What is the Method for Solving an Easy Triple Integral Problem?

[frozenguy]

Homework Statement

Use a triple integral to find the volume of the solid.
The solid in the first octant bounded by the coordinate planes and the plane 3x+6y+4z=12

Homework Equations

$$z=3-\frac{3}{4}x-\frac{3}{2}y$$

The Attempt at a Solution

So I'm using the triple integral type of dzdydx.

At first I set z and x to 0, then z and y to 0 to obtain x and y limits but I think that was incorrect. I'm trying to integrate 3x+6y+4z-12.

I guess the upper limits of z will be the above equation done in editor, z=3-3x/4-3y/2 and lower limit will be 0?

That integration gets really dirty really quick. I doubt it is right. Can someone help point me in the right direction?

 

[lanedance]

that sound like the way to go, why not try...

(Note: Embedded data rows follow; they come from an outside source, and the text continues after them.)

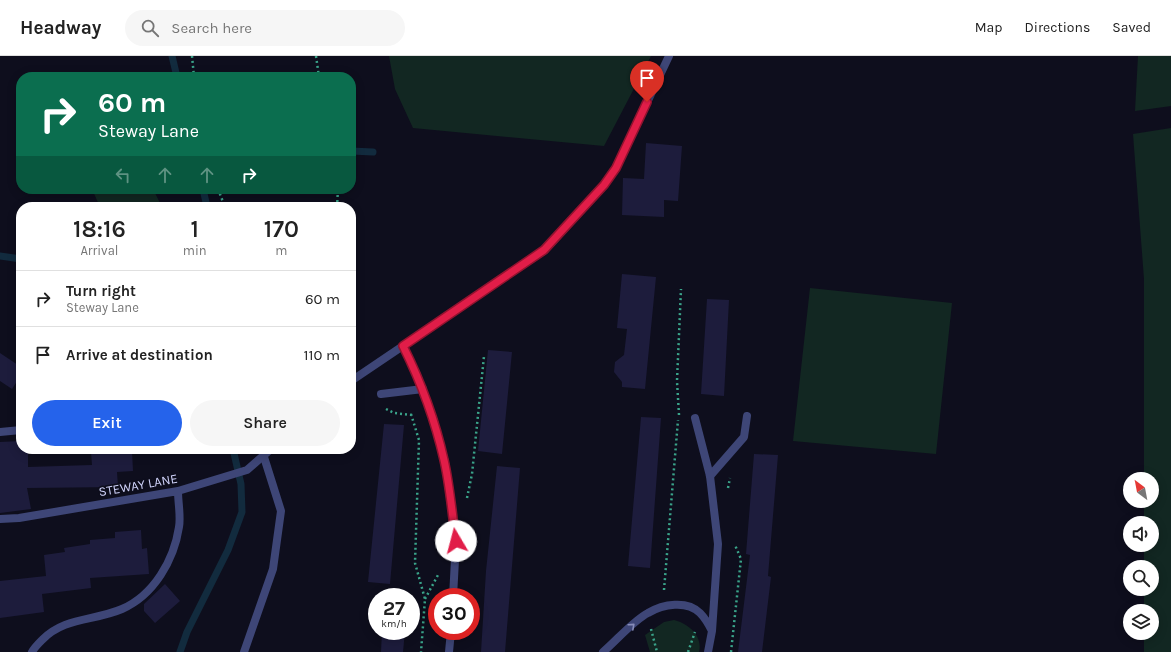 <!DOCTYPE html>
<html lang="en">
<head>
<meta charset="utf-8">
<style>
  :root { --surface:#fff; --page:#f6f6f6; --text:#222; --muted:#767676; --line:#e0e0e0; --accent:#2563eb }
  body { margin:0; font-family:Karla,sans-serif; background:var(--page); color:var(--text); height:100vh; display:flex; flex-direction:column; font-size:15px; white-space:nowrap }
  * { box-sizing:border-box; margin:0 }
  p { font-size:13px; color:var(--muted) }
  .icon { flex:none; width:22px; height:22px; fill:none; stroke:currentColor; stroke-width:2; stroke-linecap:round; stroke-linejoin:round }
  .map { position:relative; flex:1; overflow:hidden }
  .sheet { position:absolute; left:16px; top:146px; width:340px; height:252px; display:flex; flex-direction:column; background:var(--surface); border-radius:16px; box-shadow:0 2px 10px #0003 }
  .sheet>* { flex:none }
  .top-card { position:absolute; left:16px; top:16px; width:340px; height:122px; border-radius:16px; box-shadow:0 2px 10px #0003; background:#0b6e4f; color:#fff; overflow:hidden }
  .needle { width:26px; rotate:328deg }
  .fabs { position:absolute; left:1123px; top:416px; display:grid; gap:8px }
  .fabs a { display:grid; place-items:center; width:36px; height:36px; border-radius:50%; background:var(--surface); box-shadow:0 2px 10px #0003; font-size:20px }
  .speed { position:absolute; left:368px; top:532px; display:flex; gap:8px; font-size:20px; font-weight:700; text-align:center }
  .speed>* { display:grid; place-content:center; width:52px; height:52px; border-radius:50%; background:var(--surface); box-shadow:0 2px 10px #0003; line-height:1 }
  .speed small { font-size:10px; font-weight:400 }
  .speed .limit { border:6px solid #d22; background:#fff; color:#111 }
  .pin { position:absolute; display:grid; place-items:center; width:34px; height:34px; color:#fff; margin:-41px -17px; border-radius:50% 50% 50% 0; rotate:-45deg; box-shadow:0 0 4px #0007 }
  .pin .icon { rotate:45deg }
  .me { position:absolute; width:44px; margin:-22px; rotate:352deg; stroke-linejoin:round; filter:drop-shadow(0 0 3px #0008) }
  .turn { display:flex; align-items:center; gap:14px; height:84px; padding:0 16px; font-size:18px }
  .turn .icon { width:52px; height:52px; stroke-width:2.5 }
  .turn b { display:block; font-size:28px; line-height:34px }
  .lanes { display:flex; align-items:center; height:38px; padding:0 16px; background:#0003; justify-content:center; gap:20px; direction:ltr }
  .lanes .off { opacity:.35 }
  .eta { display:flex; justify-content:space-evenly; align-items:center; height:68px; text-align:center }
  .eta b { font-size:24px; font-weight:600; line-height:28px }
  .primary-button { display:flex; gap:8px; margin-top:auto; padding:8px 16px }
  .primary-button a { flex:1; height:46px; border-radius:24px; background:var(--accent); color:#fff; font-size:16px; font-weight:600; line-height:46px; text-align:center }
  .primary-button a+a { background:var(--page); color:var(--text) }
  ul { padding:0; list-style:none }
  li { display:flex; align-items:center; gap:12px; height:56px; padding:0 16px; border-top:1px solid var(--line) }
  li div { flex:1 }
  li b { display:block; font-size:15px }
  li em { font-style:normal }
  header { display:flex; align-items:center; gap:24px; box-sizing:border-box; height:56px; padding:0 20px; background:var(--surface); border-bottom:1px solid var(--line) }
  header strong { font-size:19px }
  nav { display:flex; gap:22px; margin-inline-start:auto; font-size:14px }
  .search { width:280px; height:36px; background:var(--page); display:flex; align-items:center; gap:10px; box-sizing:border-box; padding:0 14px; border-radius:22px; color:var(--muted); font-size:15px }
  .map>svg:first-child { display:block }
  .green { fill:#122722 }
  .lines { fill:none; stroke-linecap:round; stroke-linejoin:round }
  .stream { stroke:#122b3e; stroke-width:7 }
  .building { fill:#1d1c3c }
  .path { stroke:#3aa48a; stroke-width:2.5; stroke-dasharray:2 3; stroke-linecap:butt }
  .lane { stroke:#3e4677; stroke-width:8 }
  .street { stroke:#3e4677; stroke-width:8 }
  .oneway { stroke:#878cb8 }
  .route-casing { stroke:#92132f; stroke-width:10 }
  .route { stroke:#e11d48; stroke-width:7 }
  .labels { text-anchor:middle; dominant-baseline:central; stroke-width:3.5; stroke-linejoin:round; paint-order:stroke }
  .street-label { font-size:13px; fill:#d0d3fa; stroke:#0e0e1d }
</style>
</head>
<body>
<header>
<strong>Headway</strong>
<div class="search"><svg class="icon" aria-label="search" viewBox="0 0 24 24"><circle cx="10" cy="10" r="6"/><path d="M15 15l6 6"/></svg>Search here</div>
<nav><a>Map</a><a>Directions</a><a>Saved</a></nav>
</header>
<div class="map">
<svg width="1171" height="596" viewBox="0 0 1171 596">
  <rect width="100%" height="100%" fill="#0e0e1d"/>
  <!-- green -->
  <path class="green" d="M389 0H651L604 90 413 72 395 33Z
    M1138 0H1171V50L1135 55Z
    M1171 72V596H1144V577H1152V555H1144V533H1152V511H1144V489H1152V467H1144V445H1152V423H1144V223L1133 78Z
    M92 133H153L162 151H100Z
    M810 232 952 247 936 398 793 385Z
    M674 564C689 568 703 580 699 596H650L645 579 664 566Z"/>
  <g class="lines">
    <!-- stream -->
    <path class="stream" d="M172 0 177 21
      M351 95 373 96
      M203 133 207 151
      M0 200 21 203
      M180 596 187 576 228 494 242 456 241 428 233 393"/>
  </g>
  <!-- building -->
  <path class="building" d="M646 87 682 90 678 145 664 144V161L622 159 623 122 644 123Z
    M622 218 656 221 645 333 622 331V326L614 316 615 306 624 299 627 273 617 272Z
    M707 243 729 244 724 340 701 338Z
    M488 294 512 296 502 398 478 395Z
    M0 297 21 311V319L12 333 0 325Z
    M641 361 661 362 650 512 628 510Z
    M384 368 404 369 390 528 368 526Z
    M21 385V393H28V411L92 409 91 396 132 395 133 415 117 416 118 431 27 432 31 453 0 457V386Z
    M754 398 778 399 768 520 771 521 762 596H738L750 499 746 498Z
    M497 410 520 412 505 596H481L486 515Z
    M141 474 142 493 147 492 149 518 90 522 91 532 42 538 44 556 0 562V525L46 520 44 499 65 496 64 492 90 488V484L115 482V476Z
    M165 528 180 545 155 567 144 555V548Z
    M382 575H405L403 596H381Z"/>
  <g class="lines">
    <!-- path -->
    <path class="path" d="M192 0 194 21
      M316 0 319 21
      M218 133 225 151
      M337 151 338 133
      M386 353 394 357 412 359
      M411 358 419 384 415 507 425 543 421 596
      M679 359 677 325 681 233
      M728 432 730 422
      M467 442 472 418 484 300
      M664 534 678 364
      M425 543 438 519
      M651 573 657 596
      M688 596 695 576
      M731 596 741 503 735 489"/>
    <!-- lane -->
    <path class="lane" d="M710 420 744 381 747 360
      M244 596 273 513 281 455 264 401"/>
    <!-- street -->
    <path class="street" d="M403 290 417 319 434 365 445 406 456 485 453 541
      M351 325 545 194 604 129 616 112 669 0
      M381 338 423 333
      M695 362 710 420 718 488 712 575
      M0 376 21 374
      M0 463 19 462 178 435 247 414 271 393
      M32 596C34 592 38 588 42 584 64 561 94 565 122 553 154 539 174 504 179 471 181 460 178 447 178 435
      M449 596 451 575
      M603 596C616 585 634 564 648 557 663 548 687 544 700 557 705 562 709 569 712 575L708 596"/>
  </g>
  <!-- one-way arrows -->
  <defs><path id="oneway-chevron" d="M-2-3.5L2.5 0L-2 3.5" fill="none" stroke-width="1.6" stroke-linecap="round" stroke-linejoin="round"/></defs>
  <use class="oneway" href="#oneway-chevron" transform="translate(632 570) rotate(-42)"/>
  <g class="lines">
    <!-- route casing -->
    <g class="route-casing">
      <path id="route" d="M456 485C452 458 450 430 444 404 435 364 421 326 403 290L544 194 604 129 616 112 647 46"/>
    </g>
    <!-- route -->
    <use href="#route" class="route"/>
  </g>
  <g class="labels">
    <!-- street labels -->
    <g class="street-label">
      <text transform="translate(138 429) rotate(-10)">STEWAY LANE</text>
    </g>
  </g>
</svg>
<div class="fabs">
<a><svg class="needle" viewBox="-14 -14 28 28"><path d="M0-13l5 13h-10z" fill="#e53935"/><path d="M0 13l5-13h-10z" fill="#767676"/></svg></a>
<a><svg class="icon" aria-label="sound" viewBox="0 0 24 24"><path d="M4 9h4l5-4v14l-5-4H4zM17 9q2 3 0 6"/></svg></a>
<a><svg class="icon" aria-label="search" viewBox="0 0 24 24"><circle cx="10" cy="10" r="6"/><path d="M15 15l6 6"/></svg></a>
<a><svg class="icon" aria-label="layers" viewBox="0 0 24 24"><path d="M12 4l9 5-9 5-9-5zM3 14l9 5 9-5"/></svg></a>
</div>
<div class="speed"><div>27<small>km/h</small></div><div class="limit">30</div></div>
<div class="pin" style="left:647px;top:46px;background:#d93025"><svg class="icon" aria-label="arrive" viewBox="0 0 24 24"><path d="M6 21V4h12l-3 4 3 4H6"/></svg></div>
<svg class="me" style="left:456px;top:485px" viewBox="-20 -20 40 40"><circle r="19" fill="#fff"/><path d="M0-13L10 11 0 6-10 11z" fill="#e11d48"/></svg>
<div class="top-card">
<div class="turn"><svg class="icon" aria-label="right" viewBox="0 0 24 24"><path d="M7 20v-9h11M14 6l5 5-5 5"/></svg><div><b>60 m</b>Steway Lane</div></div>
<div class="lanes"><svg class="icon off" aria-label="left" viewBox="0 0 24 24"><path d="M17 20v-9H6M10 6l-5 5 5 5"/></svg><svg class="icon off" aria-label="ahead" viewBox="0 0 24 24"><path d="M12 20V5M6 11l6-6 6 6"/></svg><svg class="icon off" aria-label="ahead" viewBox="0 0 24 24"><path d="M12 20V5M6 11l6-6 6 6"/></svg><svg class="icon" aria-label="right" viewBox="0 0 24 24"><path d="M7 20v-9h11M14 6l5 5-5 5"/></svg></div>
</div>
<section class="sheet">
<div class="eta">
<div><b>18:16</b><p>Arrival</p></div>
<div><b>1</b><p>min</p></div>
<div><b>170</b><p>m</p></div>
</div>
<ul>
<li><svg class="icon" aria-label="right" viewBox="0 0 24 24"><path d="M7 20v-9h11M14 6l5 5-5 5"/></svg><div><b>Turn right</b><p>Steway Lane</p></div><em>60 m</em></li>
<li><svg class="icon" aria-label="arrive" viewBox="0 0 24 24"><path d="M6 21V4h12l-3 4 3 4H6"/></svg><div><b>Arrive at destination</b></div><em>110 m</em></li>
</ul>
<div class="primary-button"><a>Exit</a><a>Share</a></div>
</section>
</div>
</body>
</html>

shouldn't get too bad as its just polynomials
$$\int_0^{?}dx \int_0^{?} dx\int_0^{3-\frac{3}{4}x-\frac{3}{2}y} dz$$

 

[HallsofIvy]

lanedance wrote that integral in a very pecular way- especially with two "dx"s! Clearly a typo.

I would write it as
$$\int_{x= 0}^a \int_{y=0}^{f(x)}\int_{z= 0}^{3- \frac{3}{4}x- \frac{3}{2}y}dz dy dx$$

That last integral, with respect to x, must give a numeric answer, of course, so the two limits must be numbers. What is the largest value x can take in this figure?

The second integral, with respect to y, can give a function of x. For every x, what is the largest value y can have? Projecting this figure into the z value is the same as taking z= 0. Since 3x+ 6y+ 4z= 12 becomes the line 3x+ 6y= 12 when z= 0: 6y= 12- 3x so what is y as a function of x?

Of course, for each (x, y), z goes from 0 up to the plane 3x+ 6y+ 4z= 12 which is what gives the formula for z that you give and the upper limit for the "z" integral.

 

[lanedance]

yep thanks Halls, meant
$$\int_0^{a}dx \int_0^{f(x)} dy\int_0^{3-\frac{3}{4}x-\frac{3}{2}y} dz$$

nice explanation, apologies if the notation confused things, I find it easier to keep track of the integrals in the operator notation.

Frozenguy, meant the same thing as Hall's post, but work with whatever you're comfortable with.

 

[frozenguy]

Ok so y=2-x/2 and that is the upper limit for dy?
So when it comes to that upper z limit getting squared I distributed the whole thing but now I'm thinking I didn't have to haha.

So is that the right track for the limits? and dx limits will be [0,4] correct?

 

[lanedance]

Ok so y=2-x/2 and that is the upper limit for dy?
So when it comes to that upper z limit getting squared I distributed the whole thing but now I'm thinking I didn't have to haha.

So is that the right track for the limits? and dx limits will be [0,4] correct?

sounds good - not sure why you were squaring things, but sounds like you're on the right track now

 

[frozenguy]

So can someone see any red flags? I'm getting a negative volume which doesn't make sense and plus the book says the answer is 4.

 

[lanedance]

your initial integrand should just be the volume element dV = dx.dy.dz = 1.dx.dy.dz

 

[lanedance]

In the form Hall's wrote:

$$\int \int \int dV = \int_{x= 0}^4 \int_{y=0}^{3-x/2}\int_{z= 0}^{3- \frac{3}{4}x- \frac{3}{2}y}1.dz dy dx$$

 

[frozenguy]

oh... Why is that? lol I'll try to read up on it but why don't we need to integrate a specific formula?

Thanks so much for your help

 

[lanedance]

no think of the integral as $\int_0^a f(x) dx$ adding up thr contribution from infintesimal itegrand (f(x) dx) over 0<x<a. If f(x) =1, $\int_0^a f(x) dx$ just adds up each incremental length dx to find the total 'x' length.

For the volume integral its the same, $\int \int \int dV = \int \int \int dx.dy.dz$. So as we want to calcaute the volume intergal think of it as adding up each infinitesimal block dV = dx.dy.dz, so the "function" to integrate must be identically 1.